# 8th Dan Hapkido



## Akashiro Tamaya (Jan 30, 2005)

This site claims a master with a 8th Dan rank in Hapkido.   There are no other intent other than to see if anyone see's this gentleperson rank has any legitimacy or not. 

http://www.angelfire.com/celeb/hapkido/First.htm

http://www.angelfire.com/celeb/hapkido/2.htm


I found this looking for info in Hapkido. 


Thanks


----------



## bignick (Jan 31, 2005)

*This is entirely my opinion, but:

*I think you always need to take some caution when someone claims such a high rank in more than one martial art (i.e. Hapkido and Taekwondo).  Legitimate instructors with those credentials are few and far between if you can find any at all.


----------



## Paul B (Jan 31, 2005)

Ditto what Nick said,......I've never heard of a kickboxing "Shihan". I would be skeptical at best.


----------



## iron_ox (Jan 31, 2005)

Akashiro Tamaya said:
			
		

> This site claims a master with a 8th Dan rank in Hapkido.   There are no other intent other than to see if anyone see's this gentleperson rank has any legitimacy or not.



Hello,

This guy has some rank stuff posted, to avois being banned, I won't directly comment, execpt to say check out the names on the certs and the orgs. that issued them.  

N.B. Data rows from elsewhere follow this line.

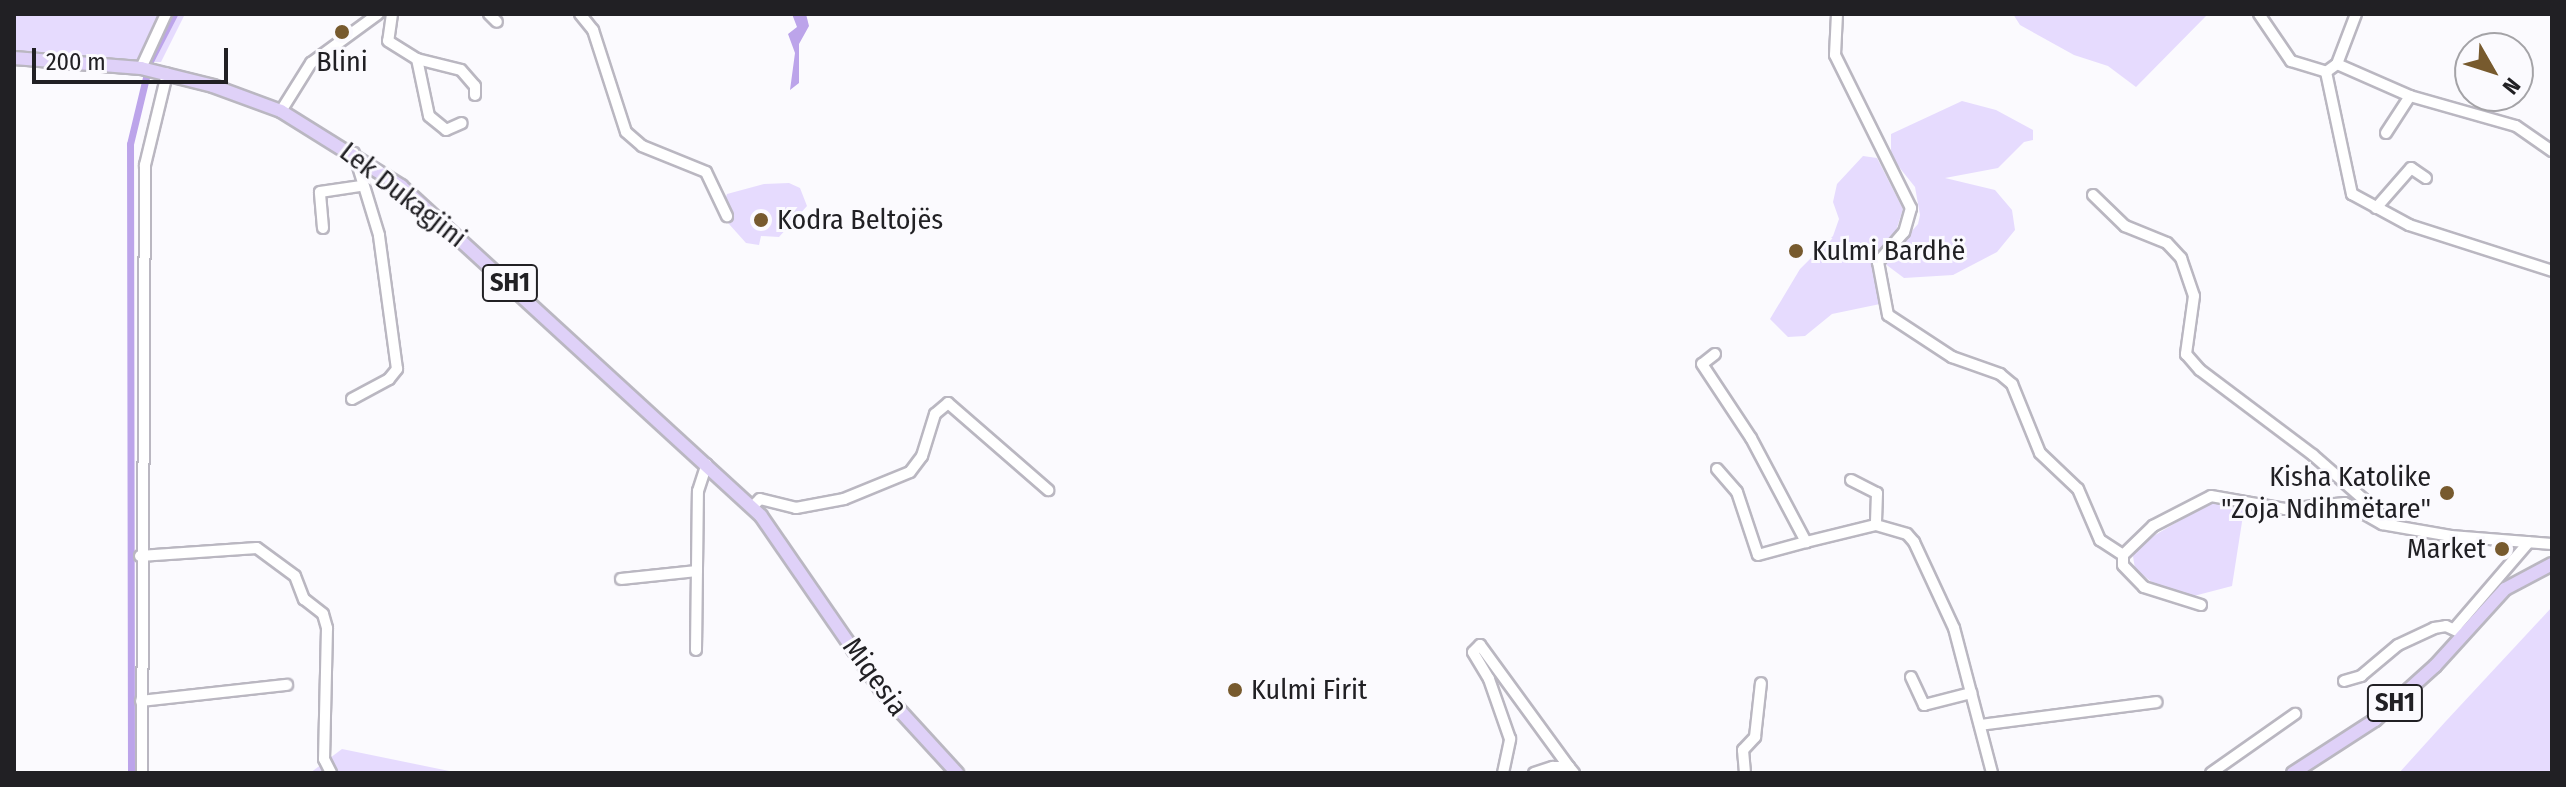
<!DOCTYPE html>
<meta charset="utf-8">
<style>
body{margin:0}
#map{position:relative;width:2566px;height:787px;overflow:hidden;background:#fbfafe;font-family:"Fira Sans Condensed",sans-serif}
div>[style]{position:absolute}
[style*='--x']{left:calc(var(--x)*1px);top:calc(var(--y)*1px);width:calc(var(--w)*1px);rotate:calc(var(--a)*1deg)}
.green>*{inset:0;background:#e6dbfe}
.water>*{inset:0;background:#bca4ea}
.canal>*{height:7px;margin:-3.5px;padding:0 3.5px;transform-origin:3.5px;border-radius:3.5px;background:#bca4ea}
.roads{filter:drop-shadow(2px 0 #bab7c1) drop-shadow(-2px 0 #bab7c1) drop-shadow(0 2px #bab7c1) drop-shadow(0 -2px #bab7c1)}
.minor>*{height:10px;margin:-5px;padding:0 5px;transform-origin:5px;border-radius:5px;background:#fff}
.major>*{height:12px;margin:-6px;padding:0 6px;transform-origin:6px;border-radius:6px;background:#dfd1f8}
.dots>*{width:22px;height:22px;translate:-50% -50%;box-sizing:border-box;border:4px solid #fbfafe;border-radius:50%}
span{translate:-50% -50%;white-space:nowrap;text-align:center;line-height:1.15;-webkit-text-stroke:6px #fbfafe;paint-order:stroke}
.shield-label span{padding:2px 6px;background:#fbfafe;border:2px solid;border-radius:6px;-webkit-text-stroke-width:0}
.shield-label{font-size:26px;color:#212024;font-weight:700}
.poi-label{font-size:28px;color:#212024}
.left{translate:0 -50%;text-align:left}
.right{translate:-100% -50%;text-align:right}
.street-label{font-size:28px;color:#212024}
.frame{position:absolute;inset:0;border:16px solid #212024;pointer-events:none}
.north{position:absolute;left:2454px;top:32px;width:80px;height:80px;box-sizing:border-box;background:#fbfafe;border:2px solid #a4a3a7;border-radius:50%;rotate:129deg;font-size:22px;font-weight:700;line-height:32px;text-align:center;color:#212024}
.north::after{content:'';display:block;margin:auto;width:28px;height:36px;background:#775a2e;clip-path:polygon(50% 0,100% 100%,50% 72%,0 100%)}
.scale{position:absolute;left:32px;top:48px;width:196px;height:36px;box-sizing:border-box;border:4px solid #212024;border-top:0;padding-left:10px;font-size:24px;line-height:28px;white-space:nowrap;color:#212024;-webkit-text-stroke:6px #fbfafe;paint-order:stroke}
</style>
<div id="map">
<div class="green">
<div style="clip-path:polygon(14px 14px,185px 14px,161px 62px,14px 60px)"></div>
<div style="clip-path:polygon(2013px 14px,2208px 14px,2136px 87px,2108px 66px,2074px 55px,2020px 25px)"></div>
<div style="clip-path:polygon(1962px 101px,1996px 110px,2033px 130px,2033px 140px,2024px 142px,1998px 168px,1945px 178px,1995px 190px,2012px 210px,2015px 230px,1997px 252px,1953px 275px,1904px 278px,1884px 263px,1918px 224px,1920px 215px,1915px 187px,1891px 157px,1891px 134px)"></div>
<div style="clip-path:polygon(1863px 156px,1877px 158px,1903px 209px,1895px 234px,1873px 260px,1880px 304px,1832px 314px,1805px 336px,1788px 337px,1770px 319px,1800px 269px,1833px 236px,1839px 219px,1833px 202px,1837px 184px)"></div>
<div style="clip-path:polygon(789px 183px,800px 188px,807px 206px,779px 237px,761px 236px,759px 245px,746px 243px,720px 214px,727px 194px,764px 184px)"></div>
<div style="clip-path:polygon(2216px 499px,2244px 509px,2232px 586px,2190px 597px,2153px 583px,2135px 569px,2133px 556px,2140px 544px)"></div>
<div style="clip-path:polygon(2552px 607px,2552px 773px,2399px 773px,2446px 721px)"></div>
<div style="clip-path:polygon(342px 749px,459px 773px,310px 773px)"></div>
</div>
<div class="water">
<div style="clip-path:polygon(792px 14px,806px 14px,809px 26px,799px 44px,799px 83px,790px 90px,795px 53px,788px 34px,797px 27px)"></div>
</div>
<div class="canal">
<div style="--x:131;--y:773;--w:629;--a:-90.09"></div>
<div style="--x:130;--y:144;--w:85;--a:-76.5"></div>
<div style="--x:150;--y:61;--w:53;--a:-62.9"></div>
</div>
<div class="roads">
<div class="minor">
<div style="--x:392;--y:14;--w:27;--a:98"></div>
<div style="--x:388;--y:41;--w:34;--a:32"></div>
<div style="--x:417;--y:59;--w:58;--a:78.1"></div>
<div style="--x:429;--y:116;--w:22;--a:39"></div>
<div style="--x:446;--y:130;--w:17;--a:-24"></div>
<div style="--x:489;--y:14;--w:11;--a:45"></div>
<div style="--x:580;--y:14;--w:21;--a:51"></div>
<div style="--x:593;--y:30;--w:107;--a:72.1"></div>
<div style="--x:626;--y:132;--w:21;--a:41"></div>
<div style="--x:642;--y:146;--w:69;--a:22.1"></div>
<div style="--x:706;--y:172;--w:49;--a:64.5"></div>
<div style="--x:1837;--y:14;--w:41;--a:92.8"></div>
<div style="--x:1835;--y:55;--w:171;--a:63.6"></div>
<div style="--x:1911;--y:208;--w:25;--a:106"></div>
<div style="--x:1904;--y:232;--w:40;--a:131"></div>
<div style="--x:1878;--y:262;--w:54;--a:79.3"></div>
<div style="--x:1888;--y:315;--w:77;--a:33.3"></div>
<div style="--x:1952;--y:357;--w:51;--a:19.5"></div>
<div style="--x:2000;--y:374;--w:16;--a:40"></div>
<div style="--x:2012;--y:384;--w:74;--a:67.9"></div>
<div style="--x:2040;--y:453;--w:52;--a:43.5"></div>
<div style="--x:2078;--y:489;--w:56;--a:66.7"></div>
<div style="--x:2100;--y:540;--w:27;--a:33"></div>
<div style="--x:2259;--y:14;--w:57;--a:55.8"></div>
<div style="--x:2291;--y:61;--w:37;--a:17"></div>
<div style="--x:2356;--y:14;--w:53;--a:110.8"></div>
<div style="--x:2337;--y:64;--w:14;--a:144"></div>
<div style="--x:2326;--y:72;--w:125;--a:78"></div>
<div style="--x:2352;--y:194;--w:65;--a:28.5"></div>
<div style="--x:2409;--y:225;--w:150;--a:17.8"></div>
<div style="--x:417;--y:59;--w:45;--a:14"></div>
<div style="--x:461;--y:70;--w:21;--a:49"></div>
<div style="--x:475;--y:86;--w:9;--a:90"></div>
<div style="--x:2337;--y:64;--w:80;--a:23.7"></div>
<div style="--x:2410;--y:96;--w:110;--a:15.8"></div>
<div style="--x:2516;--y:126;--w:44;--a:34.8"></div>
<div style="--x:141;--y:68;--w:60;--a:-65.2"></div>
<div style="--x:281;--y:111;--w:57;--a:-58"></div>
<div style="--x:311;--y:63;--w:83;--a:-36.2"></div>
<div style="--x:2386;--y:133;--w:44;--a:-57"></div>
<div style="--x:2093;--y:195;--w:45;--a:44.1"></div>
<div style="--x:2125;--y:226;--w:45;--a:22"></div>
<div style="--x:2167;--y:243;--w:21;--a:47"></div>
<div style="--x:2181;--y:258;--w:40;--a:71.1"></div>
<div style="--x:2194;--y:296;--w:59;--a:97.9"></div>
<div style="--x:2186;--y:354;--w:21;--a:49"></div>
<div style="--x:2200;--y:370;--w:141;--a:37"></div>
<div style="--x:2313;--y:455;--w:106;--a:41.2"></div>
<div style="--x:2376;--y:208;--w:53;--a:-48.8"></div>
<div style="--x:2411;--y:168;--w:18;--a:34"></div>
<div style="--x:323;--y:228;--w:36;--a:-95"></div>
<div style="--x:320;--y:192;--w:40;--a:-8.5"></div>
<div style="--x:1715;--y:354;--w:16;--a:142"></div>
<div style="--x:1702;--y:364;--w:89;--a:56.5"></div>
<div style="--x:1751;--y:438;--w:118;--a:62.1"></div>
<div style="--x:1806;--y:542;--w:72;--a:-13.7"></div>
<div style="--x:1876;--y:525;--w:32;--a:16"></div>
<div style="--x:1907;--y:534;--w:11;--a:49"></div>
<div style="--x:1914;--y:542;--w:95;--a:65.1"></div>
<div style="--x:1954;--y:628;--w:150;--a:75.3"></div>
<div style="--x:352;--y:399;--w:42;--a:-28.4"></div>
<div style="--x:389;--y:379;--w:13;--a:-51"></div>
<div style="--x:397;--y:369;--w:135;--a:-97.7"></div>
<div style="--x:379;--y:235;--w:86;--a:-107"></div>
<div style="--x:1717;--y:469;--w:30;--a:49"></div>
<div style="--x:1737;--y:492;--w:66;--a:71.6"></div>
<div style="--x:1758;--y:555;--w:50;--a:-15.2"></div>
<div style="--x:1851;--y:480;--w:29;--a:27"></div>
<div style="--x:1877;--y:493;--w:32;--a:92"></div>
<div style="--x:752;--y:507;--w:11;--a:-45"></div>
<div style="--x:760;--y:499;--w:37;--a:14"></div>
<div style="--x:796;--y:508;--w:49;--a:-10.6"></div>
<div style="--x:844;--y:499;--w:71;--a:-22.2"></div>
<div style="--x:910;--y:472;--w:20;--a:-53"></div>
<div style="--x:922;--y:456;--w:44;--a:-72.8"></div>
<div style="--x:935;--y:414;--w:17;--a:-40"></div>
<div style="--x:948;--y:403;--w:133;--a:41"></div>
<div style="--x:140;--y:556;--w:117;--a:-3.9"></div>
<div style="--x:257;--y:548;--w:47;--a:36.4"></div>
<div style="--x:295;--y:576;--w:25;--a:69"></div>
<div style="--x:304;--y:599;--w:24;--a:38"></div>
<div style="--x:323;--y:614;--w:15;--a:74"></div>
<div style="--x:327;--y:628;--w:131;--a:91.3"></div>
<div style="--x:324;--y:759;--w:16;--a:63"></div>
<div style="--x:621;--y:579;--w:76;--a:-6"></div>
<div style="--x:2201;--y:605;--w:60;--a:-162.5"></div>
<div style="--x:2144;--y:587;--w:30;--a:-134"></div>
<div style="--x:2123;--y:565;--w:10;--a:-90"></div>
<div style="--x:2123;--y:555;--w:42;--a:-44"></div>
<div style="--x:2153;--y:526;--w:65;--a:-27.3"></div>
<div style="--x:2211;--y:496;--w:75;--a:10"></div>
<div style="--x:2285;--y:509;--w:60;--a:-5.7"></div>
<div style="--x:2345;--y:503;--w:43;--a:29.6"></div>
<div style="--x:2382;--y:524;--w:70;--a:9.9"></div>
<div style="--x:2451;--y:536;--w:101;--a:4.5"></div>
<div style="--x:2455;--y:628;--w:113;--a:-49.3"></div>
<div style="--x:696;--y:650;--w:159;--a:-89.3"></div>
<div style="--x:698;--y:491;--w:28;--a:-72"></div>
<div style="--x:1911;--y:677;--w:31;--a:65"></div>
<div style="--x:1924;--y:705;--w:49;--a:-14.3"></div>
<div style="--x:2344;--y:681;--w:18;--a:-16"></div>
<div style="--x:2361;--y:676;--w:48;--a:-40"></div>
<div style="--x:2398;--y:645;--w:40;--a:-25"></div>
<div style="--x:2434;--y:628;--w:12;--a:-9"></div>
<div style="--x:2446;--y:626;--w:19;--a:25"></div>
<div style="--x:141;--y:701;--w:147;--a:-6.3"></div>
<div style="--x:1980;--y:725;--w:178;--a:-7.4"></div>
<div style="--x:142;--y:773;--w:608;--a:-89.72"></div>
<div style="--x:145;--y:165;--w:94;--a:-76.4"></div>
<div style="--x:1503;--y:773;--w:35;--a:-78"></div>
<div style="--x:1510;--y:739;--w:64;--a:-109.3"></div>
<div style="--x:1489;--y:679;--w:31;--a:-121"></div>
<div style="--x:1473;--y:652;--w:10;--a:-45"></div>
<div style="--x:1480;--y:645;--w:151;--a:53.9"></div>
<div style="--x:1534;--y:773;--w:20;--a:-18"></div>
<div style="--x:1553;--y:767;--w:16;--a:0"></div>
<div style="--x:1569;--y:767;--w:8;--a:50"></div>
<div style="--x:1745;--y:773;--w:23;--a:-95"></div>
<div style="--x:1743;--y:750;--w:18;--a:-47"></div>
<div style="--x:1755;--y:737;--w:54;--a:-83.7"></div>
<div style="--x:2211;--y:773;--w:103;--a:-35.1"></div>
</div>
<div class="major">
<div style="--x:14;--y:58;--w:127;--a:4.5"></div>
<div style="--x:141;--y:68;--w:74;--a:14"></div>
<div style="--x:213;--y:86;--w:72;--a:20.2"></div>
<div style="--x:281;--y:111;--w:142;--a:32"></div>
<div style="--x:401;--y:186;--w:488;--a:42.5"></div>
<div style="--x:761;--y:516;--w:211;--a:55.4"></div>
<div style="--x:881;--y:690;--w:113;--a:47.5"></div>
<div style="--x:2293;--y:773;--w:98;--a:-32.9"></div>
<div style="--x:2375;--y:720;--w:81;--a:-42"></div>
<div style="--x:2435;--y:666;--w:104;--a:-47.7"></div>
<div style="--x:2505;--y:589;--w:53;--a:-28"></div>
</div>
</div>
<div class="dots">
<div style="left:342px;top:32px;background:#775a2e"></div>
<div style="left:761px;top:220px;background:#775a2e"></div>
<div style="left:1796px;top:251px;background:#775a2e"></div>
<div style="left:2447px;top:493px;background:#775a2e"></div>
<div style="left:2502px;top:549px;background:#775a2e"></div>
<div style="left:1235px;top:690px;background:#775a2e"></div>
</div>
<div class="shield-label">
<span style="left:510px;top:283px">SH1</span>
<span style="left:2395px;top:703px">SH1</span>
</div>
<div class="poi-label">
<span style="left:342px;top:62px">Blini</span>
<span class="left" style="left:777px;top:220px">Kodra Beltojës</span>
<span class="left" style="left:1812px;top:251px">Kulmi Bardhë</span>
<span class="right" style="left:2431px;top:493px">Kisha Katolike<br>"Zoja Ndihmëtare"</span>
<span class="right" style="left:2486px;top:549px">Market</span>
<span class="left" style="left:1251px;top:690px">Kulmi Firit</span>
</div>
<div class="street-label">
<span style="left:403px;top:195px;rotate:38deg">Lek Dukagjini</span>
<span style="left:875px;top:677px;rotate:54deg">Miqesia</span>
</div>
<div class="frame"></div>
<div class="north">N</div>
<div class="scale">200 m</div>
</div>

For Hapkido (I cannot speak for TaeKwonDo), there is not one of those organizations that can offer legitimate rank in Hapkido.  IF you want more info, please PM me.


----------



## whalen (Jan 31, 2005)

Kev.

I have been aroud  a while i have seen and i know a lot of people in Hapkido world wide .....

And I have never seen or heard of any of these groups ,I also mentioned it to My instructor in Korea ( this Morning )  and he had never heard of them, 


Hal Whalen artyon:


----------



## Master Todd Miller (Jan 31, 2005)

The certificate is a Jido Kwan cert.   The only problem is that Jido Kwan is one of the original 7 kwans of Taekwondo.  Jido Kwan has nothing to do with Hapkido! :mp5:  :flame: 

www.millersmudo.com


----------



## Black Belt FC (Jan 31, 2005)

Gentlemen,



You missed the evidence at hand, the certificate is signed by the famous Haase from which many smoke and mirrors claims hail from. 



http://www.angelfire.com/celeb/hapkido/2.htm


By the way the Jidokwan doesn't recognize that certificate nor the person who signed it.


----------



## kadosu (Feb 7, 2005)

http://www.angelfire.com/celeb/hapkido/2.htm

"Dojunim Dafyd Haase" was printed at the end of certificate .
he printed some of hapkido and jujitsu certificate of IJF' name.
if you visit here www.dafydhasse.com. you might be know him.artyon: 

SHIN HOON


----------